Dr. Hempel: Die Corona-Schutzimpfung hat uns natürlich in gewisser Weise enttäuscht. Der zunächst propagierte Schutz vor Infektion wurde nicht erfüllt. Aber: Die schweren Verläufe, die Todesfälle, die Hospitalisierungen wurden deutlich reduziert. Dieser Effekt ist nicht nur, aber großteils der Impfung zu verdanken. Impfen schützt.

Wie ist es möglich, sich innerhalb kurzer Zeit gleich mehrmals mit Corona anzustecken?

Dr. Hempel: Wenn jemand innerhalb von vier Wochen Corona positiv, dann negativ und dann wieder positiv ist, gilt das als ein Ereignis. Auch bei einem frisch Geimpften, der innerhalb von vier Wochen an Corona erkrankt, wird das als ein Ereignis gesehen. Das Immunsystem braucht Lektionen, um sich zu entwickeln.

Was sagen Sie zu den häufig wechselnden Impfempfehlungen in der Vergangenheit?

Dr. Hempel: Das teilweise verwirrende Hin und Her der Impfstoffzulassungen „Astra nur unter 60, dann Astra nur über 60, Johnson ist ein Einmal-Impfstoff, dann doch nicht, Moderna nur über 30, und so weiter“ hat logischerweise Vertrauen gekostet. Allerdings war es richtig, auf die Erkenntnisse, die man nach und nach gewonnen hat, sofort zu reagieren. Das ist gelebte Wissenschaft. Die Zeit, auf all diese Erkenntnisse zu warten, hat man mitten in einer Pandemie schlicht und einfach nicht. Trotzdem darf man den verfügbaren Impfstoffen, trotz seltenen und ja, vorhandenen Reaktionen, durchaus vertrauen. Ibuprofen ist auch ein Medikament, welches seltene, aber schwere Nebenwirkungen verursachen kann. Trotzdem wird es in der Bevölkerung teils genommen wie Bonbons.

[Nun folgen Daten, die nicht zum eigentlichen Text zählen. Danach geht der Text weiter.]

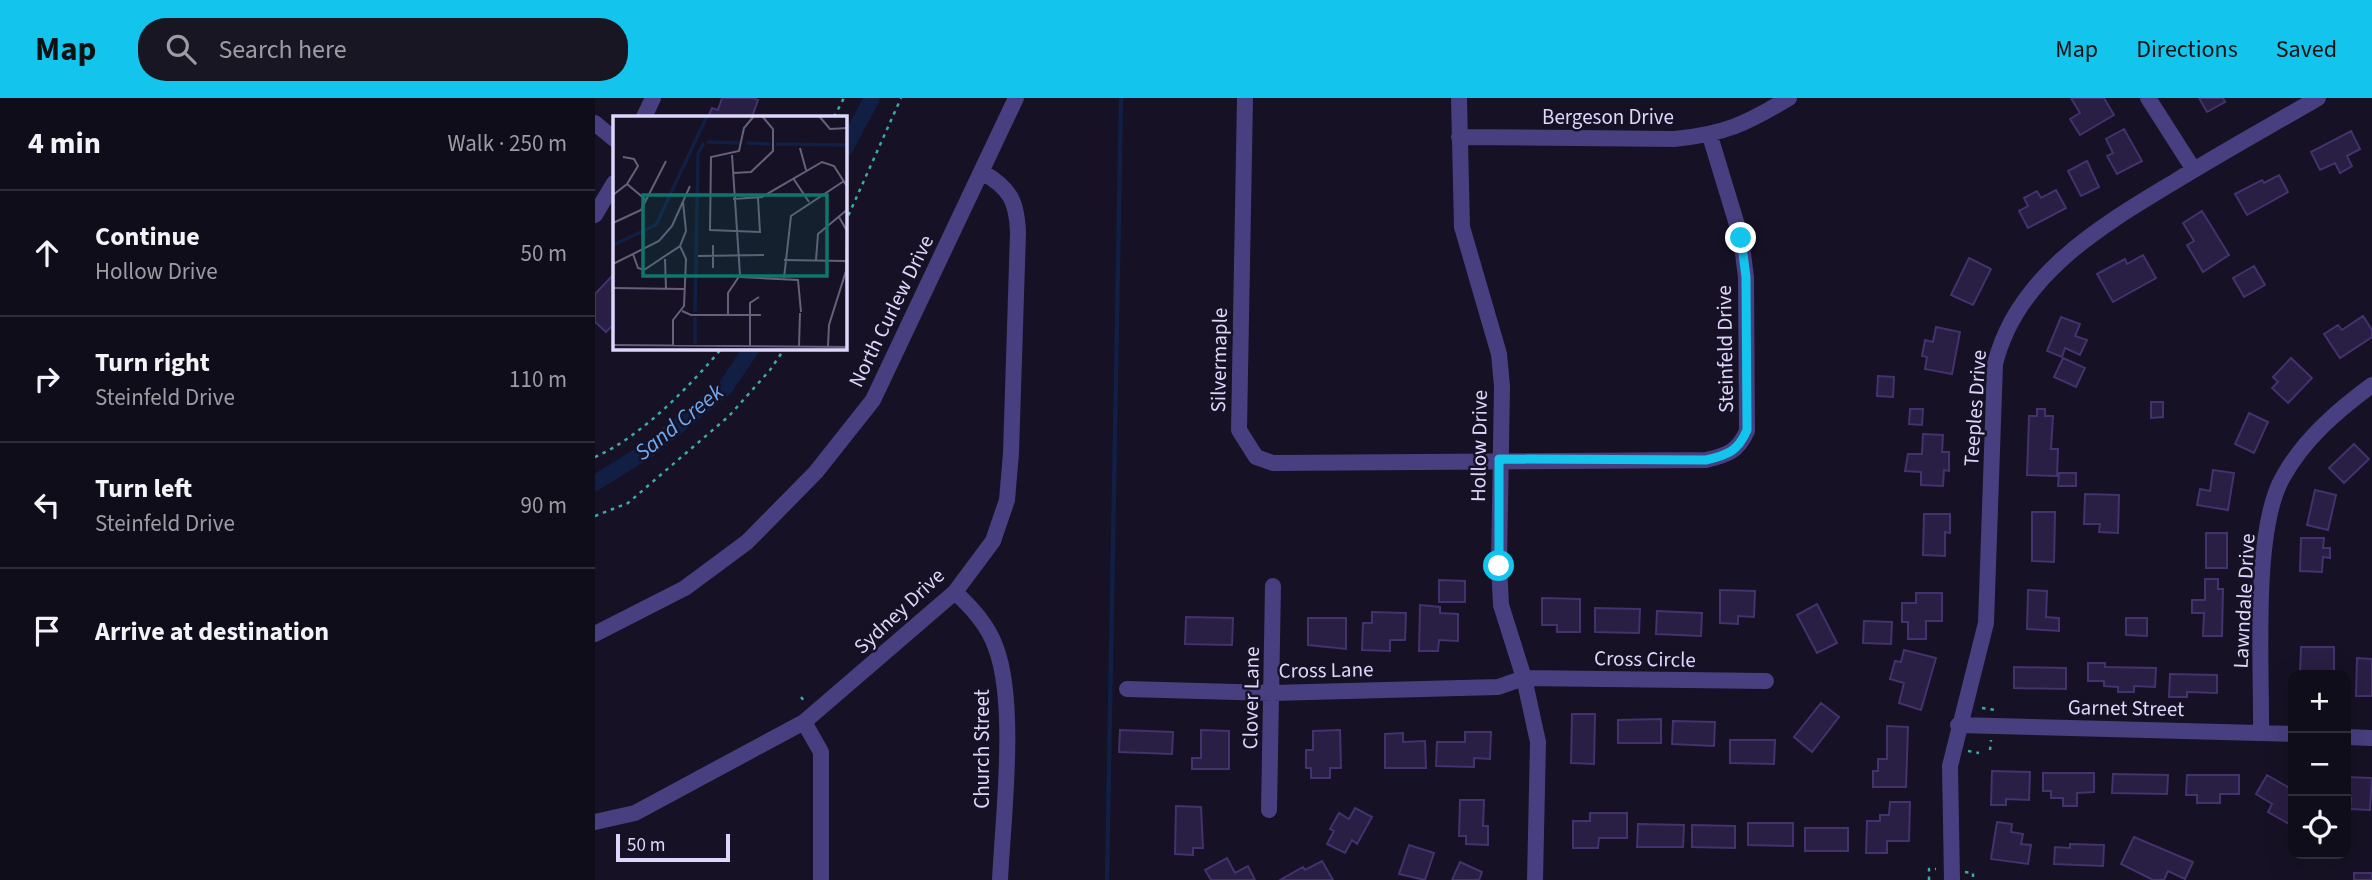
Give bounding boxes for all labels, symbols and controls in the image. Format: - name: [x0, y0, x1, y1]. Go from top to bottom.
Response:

Wie lange hält der Schutz durch die Corona-Impfung beziehungsweise nach einer Infektion?

Dr. Hempel: Immunologische Untersuchungen zeigen, dass die Schutzwirkung nach jedem Ereignis – also nach jeder Impfung oder Infektion – für circa drei Monate sehr gut ist, dann aber wieder kontinuierlich abnimmt. Eine relevante Reduktion scheint nach sechs Monaten vorhanden zu sein, wie neueste Daten zeigen. Daher raten wir allen Menschen, die auf der sicheren Seite sein wollen, sich jetzt auffrischen zu lassen. Im Regelfall ist die erste Auffrischung ja bereits circa acht Monate her.   

Ist eine vierte und fünfte Impfung denn wirklich nötig?

Dr. Hempel: Generell sollte man dazu übergehen, die Zählung der Impfungen zu verlassen. Die Influenza-Impfung zählt man ja auch nicht. Da ist eine jährliche Auffrischungsimpfung für entsprechende Personen absolute Normalität.

Wie groß ist die Gefahr von Nebenwirkungen, wenn Impfungen innerhalb relativ kurzer Abstände wiederholt werden?

Dr. Hempel: Die Erfahrungen beim Boostern Ende vergangenen Jahres haben gezeigt, dass die Impfreaktionen nicht nach oben schnellten. Die große Menge der Geimpften hat die Auffrischungsimpfung nach drei bis sechs Monaten sehr gut vertragen. Nachdem ein Großteil der Bürger bereits im November 2021 geboostert wurde, liegt die letzte Impfung zudem fast acht Monate zurück.

Ist es nicht besser, auf den neuen, angepassten Impfstoff zu warten?

Dr. Hempel: Die Erwartung an einen angepassten Impfstoff, der nicht nur einen guten Schutz gegen verschiedene Varianten des Virus‘ bietet, sondern auch einen länger vorhaltenden Impfschutz gewährleistet, ist hoch. Die Unternehmen Moderna und Biontech/Pfizer arbeiten mit Hochdruck daran, die Zulassungs- und Beobachtungsstudien laufen seit Monaten. Es ist nur leider nicht abzusehen, ob der variantenangepasste neue Impfstoff wirklich kommt und vor allem wann. Es ist möglich, dass es dann wieder zu Priorisierungen kommt und nicht jeder sofort einen Impftermin erhält. Warten auf den neuen Impfstoff birgt das Risiko einer Immunitätslücke, die man durch eine Sommer-Impfung schließen kann, wenn man will.